Recent statistics show that the average cost of an organ transplant in the United States can rise to well over $1 million. Additionally, more than 113,000 individuals in the United States are presently on the organ transplant waiting list, according to United Network for Organ Sharing (UNOS).

According to Anne Paschke, a UNOS representative, “just 1 to 2 percent of the population dies in a way that makes them possible organ donors.” “More lives will be saved by any technology, including 3D bioprinting, that ultimately reduces the demand for donated organs.” But according to Dr. Atala, the use of 3D printing is also a milestone for medical professionals. Through better surgical planning, the approach can enhance the quality of medical outcomes.

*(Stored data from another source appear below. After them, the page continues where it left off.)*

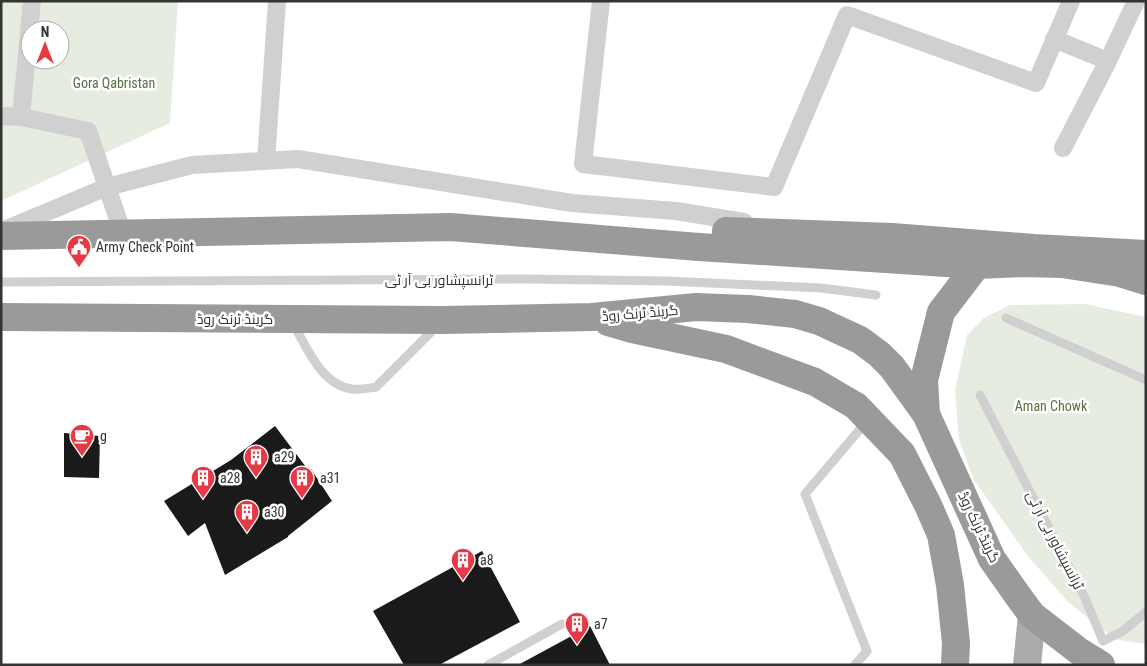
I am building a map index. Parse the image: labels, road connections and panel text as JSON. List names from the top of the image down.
{
  "streets": {
    "highway": ["گرینڈ ٹرنک روڈ"],
    "lane": ["ٹرانسپشاور بی آر ٹی"]
  },
  "parks": ["Gora Qabristan", "Aman Chowk"],
  "places": {
    "public building": ["Army Check Point"],
    "cafe": ["g"],
    "building": [
      "a29",
      "a28",
      "a31",
      "a30",
      "a8",
      "a7"
    ]
  },
  "north": "top"
}
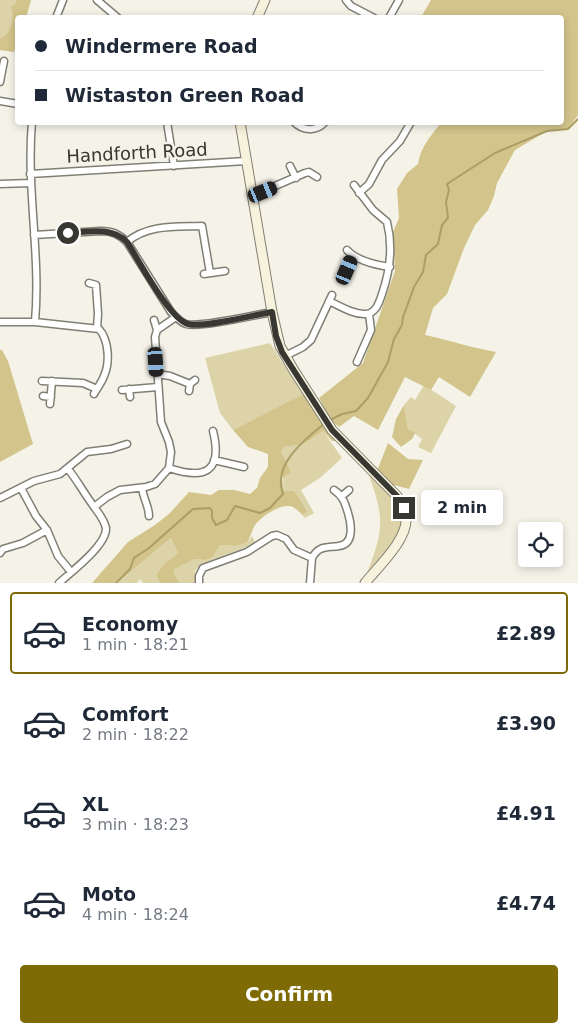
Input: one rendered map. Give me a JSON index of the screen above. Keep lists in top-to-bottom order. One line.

In addition to enhancing patient care, 3D bioprinting is positioned to make it easier for doctors to perform pre-surgery calculations. It seems that there are countless medicinal applications for 3D printing.

 

Final Thoughts:

In less than ten years, robots will care for patients as doctors use smart home appliances like toilets and mirrors to diagnose illnesses. The entire world will be digitised. These fascinating forecasts are made by Jemima Walker, a thematic analyst at GlobalData, in a brand-new podcast on the state of healthcare in 2030.

Walker projects that by 2030, when there will be 10 billion people on the planet and an ageing population in the majority of wealthy nations, healthcare will be “completely digitalized.”